Published in final edited form as: IEEE Trans Med Imaging. 2022 Oct 27;41(11):3003–3015. doi: 10.1109/TMI.2022.3176598

Fig. 1. The GTP framework.

Fig. 1.

(a) Each whole slide image (WSI) was divided into patches. Patches that predominantly contained the background were removed, and the remaining patches were embedded in feature vectors by a contrastive learning-based patch embedding module. The feature vectors were then used to build the graph followed by a transformer that takes the graph as the input and predicts WSI-level class label. (b) Each selected patch was represented as a node and a graph was constructed on the entire WSI using the nodes with an 8-node adjacency matrix. Here, two sets of patches of an WSI and their corresponding subgraphs are shown. The subgraphs are connected within the graph representing the entire WSI. (c) We applied three distinct augmentation functions, including random color distortions, random Gaussian blur, and random cropping followed by resizing back to the original size, on the same sample in a mini-batch. If the mini-batch size is K, then we ended up with 2 × K augmented observations in the mini-batch. The ResNet received an augmented image leading to an embedding vector as the output. Subsequently, a projection head was applied to the embedding vector which produced the inputs to contrastive learning.

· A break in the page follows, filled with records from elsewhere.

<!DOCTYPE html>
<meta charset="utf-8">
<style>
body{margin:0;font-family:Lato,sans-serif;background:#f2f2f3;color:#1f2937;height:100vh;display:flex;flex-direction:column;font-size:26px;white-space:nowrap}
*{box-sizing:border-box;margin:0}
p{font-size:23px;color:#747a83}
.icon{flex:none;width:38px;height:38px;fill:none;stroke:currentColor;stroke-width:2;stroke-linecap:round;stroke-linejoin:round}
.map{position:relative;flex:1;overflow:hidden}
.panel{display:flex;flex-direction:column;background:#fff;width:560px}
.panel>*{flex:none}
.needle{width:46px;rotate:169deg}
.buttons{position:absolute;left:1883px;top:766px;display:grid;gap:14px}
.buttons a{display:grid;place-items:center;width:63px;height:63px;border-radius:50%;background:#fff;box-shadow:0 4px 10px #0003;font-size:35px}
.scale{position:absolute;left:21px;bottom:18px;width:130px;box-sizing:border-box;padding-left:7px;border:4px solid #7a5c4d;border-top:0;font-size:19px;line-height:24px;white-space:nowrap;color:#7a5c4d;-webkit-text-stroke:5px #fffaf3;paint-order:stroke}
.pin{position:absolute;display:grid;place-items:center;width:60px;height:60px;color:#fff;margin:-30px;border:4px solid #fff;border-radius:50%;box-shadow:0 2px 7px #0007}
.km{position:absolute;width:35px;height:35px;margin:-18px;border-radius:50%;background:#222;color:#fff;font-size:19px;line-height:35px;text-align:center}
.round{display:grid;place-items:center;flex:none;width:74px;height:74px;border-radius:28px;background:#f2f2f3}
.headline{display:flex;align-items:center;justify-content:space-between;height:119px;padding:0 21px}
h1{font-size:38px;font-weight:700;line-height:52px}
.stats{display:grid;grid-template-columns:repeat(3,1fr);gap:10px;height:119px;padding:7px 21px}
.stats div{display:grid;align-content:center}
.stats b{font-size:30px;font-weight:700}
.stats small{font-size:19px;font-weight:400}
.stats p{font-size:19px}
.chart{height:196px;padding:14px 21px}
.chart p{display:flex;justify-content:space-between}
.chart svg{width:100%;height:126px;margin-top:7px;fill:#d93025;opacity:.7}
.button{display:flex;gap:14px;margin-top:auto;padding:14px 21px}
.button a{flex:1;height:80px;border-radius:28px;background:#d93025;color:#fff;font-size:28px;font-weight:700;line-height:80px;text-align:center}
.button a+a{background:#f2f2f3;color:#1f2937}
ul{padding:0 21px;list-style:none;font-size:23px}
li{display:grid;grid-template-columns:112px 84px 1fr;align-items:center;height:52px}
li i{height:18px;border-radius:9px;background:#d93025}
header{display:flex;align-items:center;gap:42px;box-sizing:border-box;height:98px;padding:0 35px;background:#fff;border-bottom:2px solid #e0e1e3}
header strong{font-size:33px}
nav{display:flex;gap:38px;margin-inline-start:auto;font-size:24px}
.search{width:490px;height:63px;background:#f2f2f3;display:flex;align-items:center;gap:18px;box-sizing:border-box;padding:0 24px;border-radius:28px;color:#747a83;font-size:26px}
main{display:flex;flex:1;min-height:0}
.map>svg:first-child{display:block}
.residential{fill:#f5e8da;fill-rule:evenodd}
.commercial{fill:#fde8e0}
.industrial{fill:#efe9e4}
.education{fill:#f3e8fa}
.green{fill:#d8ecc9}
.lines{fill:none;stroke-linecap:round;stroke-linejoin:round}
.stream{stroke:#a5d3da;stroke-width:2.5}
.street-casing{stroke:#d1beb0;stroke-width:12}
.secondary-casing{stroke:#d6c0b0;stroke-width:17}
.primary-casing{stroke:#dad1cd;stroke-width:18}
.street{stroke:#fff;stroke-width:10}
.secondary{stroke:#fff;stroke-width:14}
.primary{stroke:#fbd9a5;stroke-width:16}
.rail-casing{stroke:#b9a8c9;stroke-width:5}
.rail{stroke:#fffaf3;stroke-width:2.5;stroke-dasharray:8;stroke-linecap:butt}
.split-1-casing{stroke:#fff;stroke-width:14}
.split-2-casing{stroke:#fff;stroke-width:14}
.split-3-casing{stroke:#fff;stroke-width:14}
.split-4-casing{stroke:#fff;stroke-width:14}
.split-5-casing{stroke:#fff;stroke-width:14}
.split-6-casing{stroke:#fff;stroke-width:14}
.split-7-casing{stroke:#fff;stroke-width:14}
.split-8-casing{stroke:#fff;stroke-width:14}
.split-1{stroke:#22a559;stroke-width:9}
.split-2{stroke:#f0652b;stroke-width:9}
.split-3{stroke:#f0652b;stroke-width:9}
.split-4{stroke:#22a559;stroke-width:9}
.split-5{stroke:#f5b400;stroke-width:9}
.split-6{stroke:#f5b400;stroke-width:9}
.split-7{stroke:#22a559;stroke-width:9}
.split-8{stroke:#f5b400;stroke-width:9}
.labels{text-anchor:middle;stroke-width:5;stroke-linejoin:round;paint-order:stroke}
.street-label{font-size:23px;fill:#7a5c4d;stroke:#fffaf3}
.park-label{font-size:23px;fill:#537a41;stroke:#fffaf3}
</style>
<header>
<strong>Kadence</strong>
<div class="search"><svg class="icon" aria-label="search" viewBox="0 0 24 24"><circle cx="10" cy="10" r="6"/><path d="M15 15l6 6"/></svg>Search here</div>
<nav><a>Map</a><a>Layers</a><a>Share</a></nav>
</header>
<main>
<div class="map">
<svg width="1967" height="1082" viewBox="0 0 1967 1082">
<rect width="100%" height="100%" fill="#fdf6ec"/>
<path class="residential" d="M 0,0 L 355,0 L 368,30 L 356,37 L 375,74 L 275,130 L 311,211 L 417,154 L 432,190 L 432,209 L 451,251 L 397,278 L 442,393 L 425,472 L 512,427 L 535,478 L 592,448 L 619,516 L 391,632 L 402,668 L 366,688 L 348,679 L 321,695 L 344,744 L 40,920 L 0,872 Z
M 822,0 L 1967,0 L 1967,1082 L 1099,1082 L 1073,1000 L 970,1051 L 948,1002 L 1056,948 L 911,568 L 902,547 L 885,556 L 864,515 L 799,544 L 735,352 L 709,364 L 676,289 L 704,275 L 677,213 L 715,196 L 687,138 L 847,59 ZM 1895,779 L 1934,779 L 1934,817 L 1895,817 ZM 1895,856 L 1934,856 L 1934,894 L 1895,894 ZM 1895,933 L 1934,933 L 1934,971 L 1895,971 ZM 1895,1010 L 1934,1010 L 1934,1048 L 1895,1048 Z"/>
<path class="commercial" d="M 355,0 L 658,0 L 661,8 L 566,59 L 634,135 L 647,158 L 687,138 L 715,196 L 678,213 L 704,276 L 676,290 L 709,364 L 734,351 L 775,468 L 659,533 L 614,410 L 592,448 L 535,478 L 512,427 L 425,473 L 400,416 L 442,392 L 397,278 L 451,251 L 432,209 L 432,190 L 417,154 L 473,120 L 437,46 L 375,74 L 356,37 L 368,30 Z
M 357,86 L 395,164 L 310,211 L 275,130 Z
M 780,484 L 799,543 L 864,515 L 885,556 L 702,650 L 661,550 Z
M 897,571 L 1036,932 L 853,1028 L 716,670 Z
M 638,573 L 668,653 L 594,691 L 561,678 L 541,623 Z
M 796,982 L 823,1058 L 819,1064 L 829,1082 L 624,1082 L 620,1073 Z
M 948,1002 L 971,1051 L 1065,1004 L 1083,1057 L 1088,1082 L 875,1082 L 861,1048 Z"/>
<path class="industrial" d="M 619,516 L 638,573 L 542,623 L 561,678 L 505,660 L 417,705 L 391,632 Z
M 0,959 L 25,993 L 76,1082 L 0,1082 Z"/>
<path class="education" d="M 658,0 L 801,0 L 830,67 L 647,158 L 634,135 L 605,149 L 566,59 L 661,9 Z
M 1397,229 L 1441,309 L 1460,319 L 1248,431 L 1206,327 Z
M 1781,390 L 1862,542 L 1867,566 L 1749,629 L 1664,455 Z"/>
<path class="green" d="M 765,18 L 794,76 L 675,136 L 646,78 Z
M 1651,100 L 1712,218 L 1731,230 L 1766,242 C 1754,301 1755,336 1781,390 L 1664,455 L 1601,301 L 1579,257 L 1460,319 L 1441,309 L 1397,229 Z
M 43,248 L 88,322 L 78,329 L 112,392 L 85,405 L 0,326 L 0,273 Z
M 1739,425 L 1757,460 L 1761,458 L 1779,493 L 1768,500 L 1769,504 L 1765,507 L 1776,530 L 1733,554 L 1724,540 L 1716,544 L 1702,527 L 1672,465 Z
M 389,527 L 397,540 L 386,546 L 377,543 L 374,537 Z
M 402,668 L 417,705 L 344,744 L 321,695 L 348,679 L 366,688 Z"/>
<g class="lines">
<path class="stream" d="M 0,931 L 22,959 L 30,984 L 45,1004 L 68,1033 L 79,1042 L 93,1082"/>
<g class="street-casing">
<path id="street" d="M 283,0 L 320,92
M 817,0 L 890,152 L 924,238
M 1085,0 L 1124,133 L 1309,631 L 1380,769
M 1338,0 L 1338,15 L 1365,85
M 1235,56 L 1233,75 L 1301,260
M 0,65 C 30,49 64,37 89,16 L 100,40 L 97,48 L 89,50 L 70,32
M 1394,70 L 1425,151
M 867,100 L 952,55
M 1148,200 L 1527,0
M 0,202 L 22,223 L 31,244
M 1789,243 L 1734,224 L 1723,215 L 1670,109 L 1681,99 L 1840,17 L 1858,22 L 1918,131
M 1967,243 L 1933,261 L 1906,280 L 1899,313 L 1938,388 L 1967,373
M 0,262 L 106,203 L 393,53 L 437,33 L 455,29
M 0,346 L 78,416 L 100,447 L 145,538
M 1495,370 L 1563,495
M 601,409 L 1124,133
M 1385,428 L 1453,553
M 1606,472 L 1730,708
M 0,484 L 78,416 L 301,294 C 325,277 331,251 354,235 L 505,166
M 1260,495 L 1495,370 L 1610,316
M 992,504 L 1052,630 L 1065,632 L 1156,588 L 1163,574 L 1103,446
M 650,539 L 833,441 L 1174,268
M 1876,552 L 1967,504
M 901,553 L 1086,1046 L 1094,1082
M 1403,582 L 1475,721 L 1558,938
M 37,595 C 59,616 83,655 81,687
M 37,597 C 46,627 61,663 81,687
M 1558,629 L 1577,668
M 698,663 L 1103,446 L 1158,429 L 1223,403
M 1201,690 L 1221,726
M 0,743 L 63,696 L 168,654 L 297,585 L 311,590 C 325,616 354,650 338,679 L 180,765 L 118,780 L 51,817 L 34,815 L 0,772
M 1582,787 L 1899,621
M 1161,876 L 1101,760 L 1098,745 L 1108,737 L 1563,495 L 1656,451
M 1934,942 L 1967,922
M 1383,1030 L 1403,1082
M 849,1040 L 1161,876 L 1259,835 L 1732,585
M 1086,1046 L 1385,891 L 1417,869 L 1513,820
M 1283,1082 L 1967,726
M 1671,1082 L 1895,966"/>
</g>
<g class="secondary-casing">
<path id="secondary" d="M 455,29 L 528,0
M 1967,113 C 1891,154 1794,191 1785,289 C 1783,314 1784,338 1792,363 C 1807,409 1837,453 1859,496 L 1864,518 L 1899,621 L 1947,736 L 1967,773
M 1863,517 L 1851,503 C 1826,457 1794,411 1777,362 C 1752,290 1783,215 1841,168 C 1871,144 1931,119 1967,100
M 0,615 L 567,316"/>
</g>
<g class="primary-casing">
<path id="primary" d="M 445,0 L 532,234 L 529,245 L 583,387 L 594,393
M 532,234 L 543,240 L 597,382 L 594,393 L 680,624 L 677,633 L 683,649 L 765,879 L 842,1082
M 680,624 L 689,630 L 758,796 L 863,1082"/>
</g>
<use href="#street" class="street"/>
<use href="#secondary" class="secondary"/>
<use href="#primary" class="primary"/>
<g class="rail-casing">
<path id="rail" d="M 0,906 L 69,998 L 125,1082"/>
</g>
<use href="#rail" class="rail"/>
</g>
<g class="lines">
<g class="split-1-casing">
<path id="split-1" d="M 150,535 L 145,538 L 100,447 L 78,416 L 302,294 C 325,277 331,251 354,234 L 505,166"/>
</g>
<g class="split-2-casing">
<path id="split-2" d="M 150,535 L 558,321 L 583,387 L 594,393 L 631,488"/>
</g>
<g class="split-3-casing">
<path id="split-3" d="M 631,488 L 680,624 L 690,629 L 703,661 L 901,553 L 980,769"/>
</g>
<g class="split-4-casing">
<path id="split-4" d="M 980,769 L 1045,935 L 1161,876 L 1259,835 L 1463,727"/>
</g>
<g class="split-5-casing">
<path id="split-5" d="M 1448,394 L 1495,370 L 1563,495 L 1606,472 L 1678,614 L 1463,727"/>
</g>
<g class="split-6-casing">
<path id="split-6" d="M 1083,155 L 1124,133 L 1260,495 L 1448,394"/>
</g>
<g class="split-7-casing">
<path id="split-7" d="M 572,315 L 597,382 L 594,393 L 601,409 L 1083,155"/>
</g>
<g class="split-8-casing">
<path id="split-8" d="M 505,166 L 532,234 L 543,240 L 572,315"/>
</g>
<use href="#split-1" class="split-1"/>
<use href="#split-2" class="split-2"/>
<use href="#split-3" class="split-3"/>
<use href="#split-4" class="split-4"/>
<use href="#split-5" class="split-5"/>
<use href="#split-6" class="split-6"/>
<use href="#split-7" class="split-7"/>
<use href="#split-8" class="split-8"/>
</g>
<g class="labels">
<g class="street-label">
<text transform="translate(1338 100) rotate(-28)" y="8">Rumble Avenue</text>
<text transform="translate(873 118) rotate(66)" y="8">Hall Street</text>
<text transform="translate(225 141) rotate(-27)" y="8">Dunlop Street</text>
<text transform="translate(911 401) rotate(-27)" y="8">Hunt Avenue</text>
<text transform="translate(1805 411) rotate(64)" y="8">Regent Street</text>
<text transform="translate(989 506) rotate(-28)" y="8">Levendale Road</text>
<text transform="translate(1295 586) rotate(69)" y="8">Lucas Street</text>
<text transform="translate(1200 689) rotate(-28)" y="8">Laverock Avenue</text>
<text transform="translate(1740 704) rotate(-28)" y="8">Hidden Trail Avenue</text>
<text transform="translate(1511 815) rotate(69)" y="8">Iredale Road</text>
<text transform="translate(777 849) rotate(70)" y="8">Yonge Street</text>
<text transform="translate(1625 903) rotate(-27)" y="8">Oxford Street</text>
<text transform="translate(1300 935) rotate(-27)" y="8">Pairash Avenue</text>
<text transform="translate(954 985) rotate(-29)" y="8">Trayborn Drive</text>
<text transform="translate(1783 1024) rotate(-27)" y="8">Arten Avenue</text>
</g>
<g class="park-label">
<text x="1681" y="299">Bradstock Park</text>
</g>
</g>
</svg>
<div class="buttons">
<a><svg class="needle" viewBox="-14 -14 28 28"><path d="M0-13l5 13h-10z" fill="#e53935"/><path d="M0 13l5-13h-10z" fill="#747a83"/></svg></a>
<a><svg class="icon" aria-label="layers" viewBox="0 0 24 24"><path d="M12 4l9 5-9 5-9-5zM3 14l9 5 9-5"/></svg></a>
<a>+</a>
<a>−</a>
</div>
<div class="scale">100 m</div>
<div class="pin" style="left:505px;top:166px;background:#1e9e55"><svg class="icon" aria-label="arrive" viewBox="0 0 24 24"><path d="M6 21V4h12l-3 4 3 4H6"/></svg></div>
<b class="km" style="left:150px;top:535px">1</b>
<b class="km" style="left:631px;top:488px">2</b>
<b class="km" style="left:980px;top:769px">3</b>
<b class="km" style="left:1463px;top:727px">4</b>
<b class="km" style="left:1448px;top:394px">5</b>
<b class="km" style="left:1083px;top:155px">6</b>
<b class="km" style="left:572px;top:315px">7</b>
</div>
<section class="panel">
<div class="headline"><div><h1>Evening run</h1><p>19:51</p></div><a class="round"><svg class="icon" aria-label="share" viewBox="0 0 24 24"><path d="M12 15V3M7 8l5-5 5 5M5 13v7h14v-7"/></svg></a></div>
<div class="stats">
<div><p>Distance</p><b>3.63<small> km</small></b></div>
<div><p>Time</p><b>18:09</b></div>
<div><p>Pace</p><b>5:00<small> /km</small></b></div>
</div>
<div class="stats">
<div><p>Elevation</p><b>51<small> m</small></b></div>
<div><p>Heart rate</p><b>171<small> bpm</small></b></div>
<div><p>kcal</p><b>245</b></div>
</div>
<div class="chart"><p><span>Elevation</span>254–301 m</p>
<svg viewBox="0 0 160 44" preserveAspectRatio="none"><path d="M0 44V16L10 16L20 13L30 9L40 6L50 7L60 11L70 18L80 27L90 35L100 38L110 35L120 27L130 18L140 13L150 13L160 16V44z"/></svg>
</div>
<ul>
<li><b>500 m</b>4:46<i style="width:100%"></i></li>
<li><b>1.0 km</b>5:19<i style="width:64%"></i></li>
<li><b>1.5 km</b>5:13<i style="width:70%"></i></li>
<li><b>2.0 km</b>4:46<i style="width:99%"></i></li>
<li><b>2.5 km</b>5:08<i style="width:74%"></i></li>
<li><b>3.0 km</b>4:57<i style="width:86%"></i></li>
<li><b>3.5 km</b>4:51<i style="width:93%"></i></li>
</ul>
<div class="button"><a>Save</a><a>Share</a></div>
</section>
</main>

The projection head is a multilayer perceptron (MLP) with 2 dense layers. In this example, we considered K = 3 samples in a minibatch (A, B & C). For sample A, the positive pairs are (A1, A2) and (A2, A1), and the negative pairs are (A1, B1), (A1, B2), (A1, C1), (A1, C2). All pairs were used for computing contrastive learning loss to train the Resnet. After training, we used the embedding vectors (straight from the ResNet) for constructing the graph.